- _Exercise details_
The required answer is an exact copy of every entry underneath.

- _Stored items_

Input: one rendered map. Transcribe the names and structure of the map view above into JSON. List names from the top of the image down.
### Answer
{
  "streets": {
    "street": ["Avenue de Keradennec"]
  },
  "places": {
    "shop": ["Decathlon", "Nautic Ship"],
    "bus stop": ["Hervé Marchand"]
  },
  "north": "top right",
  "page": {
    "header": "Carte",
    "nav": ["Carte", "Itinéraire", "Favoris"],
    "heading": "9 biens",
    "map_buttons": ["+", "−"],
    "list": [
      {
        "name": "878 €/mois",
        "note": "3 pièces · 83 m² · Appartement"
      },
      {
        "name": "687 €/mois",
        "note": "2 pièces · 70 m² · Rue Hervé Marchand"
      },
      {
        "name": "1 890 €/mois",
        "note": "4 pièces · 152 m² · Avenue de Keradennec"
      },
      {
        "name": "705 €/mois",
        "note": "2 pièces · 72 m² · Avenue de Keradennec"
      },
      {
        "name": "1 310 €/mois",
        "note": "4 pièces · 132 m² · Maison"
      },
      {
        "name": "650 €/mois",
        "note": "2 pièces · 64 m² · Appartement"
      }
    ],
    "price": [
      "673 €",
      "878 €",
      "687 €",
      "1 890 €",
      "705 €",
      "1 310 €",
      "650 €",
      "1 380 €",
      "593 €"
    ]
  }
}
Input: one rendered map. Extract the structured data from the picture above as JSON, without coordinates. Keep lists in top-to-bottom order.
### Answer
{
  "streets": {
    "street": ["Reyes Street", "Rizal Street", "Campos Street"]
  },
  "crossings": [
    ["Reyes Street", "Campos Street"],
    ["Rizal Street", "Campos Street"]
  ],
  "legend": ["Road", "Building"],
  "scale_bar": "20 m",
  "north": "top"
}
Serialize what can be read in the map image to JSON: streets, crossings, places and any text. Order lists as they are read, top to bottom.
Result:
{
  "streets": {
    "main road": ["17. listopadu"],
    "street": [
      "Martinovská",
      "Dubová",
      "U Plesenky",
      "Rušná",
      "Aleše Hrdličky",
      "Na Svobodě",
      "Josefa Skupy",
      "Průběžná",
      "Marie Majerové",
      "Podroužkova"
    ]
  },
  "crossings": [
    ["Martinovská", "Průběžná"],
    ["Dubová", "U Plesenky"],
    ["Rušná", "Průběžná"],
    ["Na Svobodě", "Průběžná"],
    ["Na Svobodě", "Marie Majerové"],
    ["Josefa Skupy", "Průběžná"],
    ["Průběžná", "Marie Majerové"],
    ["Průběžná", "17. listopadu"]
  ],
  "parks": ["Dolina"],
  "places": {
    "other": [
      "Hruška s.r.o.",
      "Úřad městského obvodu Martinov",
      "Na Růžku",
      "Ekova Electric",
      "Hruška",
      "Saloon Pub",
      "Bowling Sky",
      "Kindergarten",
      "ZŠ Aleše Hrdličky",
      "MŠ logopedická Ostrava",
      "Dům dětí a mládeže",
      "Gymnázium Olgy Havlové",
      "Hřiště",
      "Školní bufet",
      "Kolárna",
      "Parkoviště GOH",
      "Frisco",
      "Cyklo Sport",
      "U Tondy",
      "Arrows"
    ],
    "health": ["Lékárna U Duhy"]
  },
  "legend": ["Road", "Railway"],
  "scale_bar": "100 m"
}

- _Answer section_
Input: one rendered map. Transcribe the names and structure of the map view above into JSON. List names from the top of the image down.
### Answer
{
  "streets": {
    "street": ["Avenue de Keradennec"]
  },
  "places": {
    "shop": ["Decathlon", "Nautic Ship"],
    "bus stop": ["Hervé Marchand"]
  },
  "north": "top right",
  "page": {
    "header": "Carte",
    "nav": ["Carte", "Itinéraire", "Favoris"],
    "heading": "9 biens",
    "map_buttons": ["+", "−"],
    "list": [
      {
        "name": "878 €/mois",
        "note": "3 pièces · 83 m² · Appartement"
      },
      {
        "name": "687 €/mois",
        "note": "2 pièces · 70 m² · Rue Hervé Marchand"
      },
      {
        "name": "1 890 €/mois",
        "note": "4 pièces · 152 m² · Avenue de Keradennec"
      },
      {
        "name": "705 €/mois",
        "note": "2 pièces · 72 m² · Avenue de Keradennec"
      },
      {
        "name": "1 310 €/mois",
        "note": "4 pièces · 132 m² · Maison"
      },
      {
        "name": "650 €/mois",
        "note": "2 pièces · 64 m² · Appartement"
      }
    ],
    "price": [
      "673 €",
      "878 €",
      "687 €",
      "1 890 €",
      "705 €",
      "1 310 €",
      "650 €",
      "1 380 €",
      "593 €"
    ]
  }
}
Input: one rendered map. Extract the structured data from the picture above as JSON, without coordinates. Keep lists in top-to-bottom order.
### Answer
{
  "streets": {
    "street": ["Reyes Street", "Rizal Street", "Campos Street"]
  },
  "crossings": [
    ["Reyes Street", "Campos Street"],
    ["Rizal Street", "Campos Street"]
  ],
  "legend": ["Road", "Building"],
  "scale_bar": "20 m",
  "north": "top"
}
Serialize what can be read in the map image to JSON: streets, crossings, places and any text. Order lists as they are read, top to bottom.
Result:
{
  "streets": {
    "main road": ["17. listopadu"],
    "street": [
      "Martinovská",
      "Dubová",
      "U Plesenky",
      "Rušná",
      "Aleše Hrdličky",
      "Na Svobodě",
      "Josefa Skupy",
      "Průběžná",
      "Marie Majerové",
      "Podroužkova"
    ]
  },
  "crossings": [
    ["Martinovská", "Průběžná"],
    ["Dubová", "U Plesenky"],
    ["Rušná", "Průběžná"],
    ["Na Svobodě", "Průběžná"],
    ["Na Svobodě", "Marie Majerové"],
    ["Josefa Skupy", "Průběžná"],
    ["Průběžná", "Marie Majerové"],
    ["Průběžná", "17. listopadu"]
  ],
  "parks": ["Dolina"],
  "places": {
    "other": [
      "Hruška s.r.o.",
      "Úřad městského obvodu Martinov",
      "Na Růžku",
      "Ekova Electric",
      "Hruška",
      "Saloon Pub",
      "Bowling Sky",
      "Kindergarten",
      "ZŠ Aleše Hrdličky",
      "MŠ logopedická Ostrava",
      "Dům dětí a mládeže",
      "Gymnázium Olgy Havlové",
      "Hřiště",
      "Školní bufet",
      "Kolárna",
      "Parkoviště GOH",
      "Frisco",
      "Cyklo Sport",
      "U Tondy",
      "Arrows"
    ],
    "health": ["Lékárna U Duhy"]
  },
  "legend": ["Road", "Railway"],
  "scale_bar": "100 m"
}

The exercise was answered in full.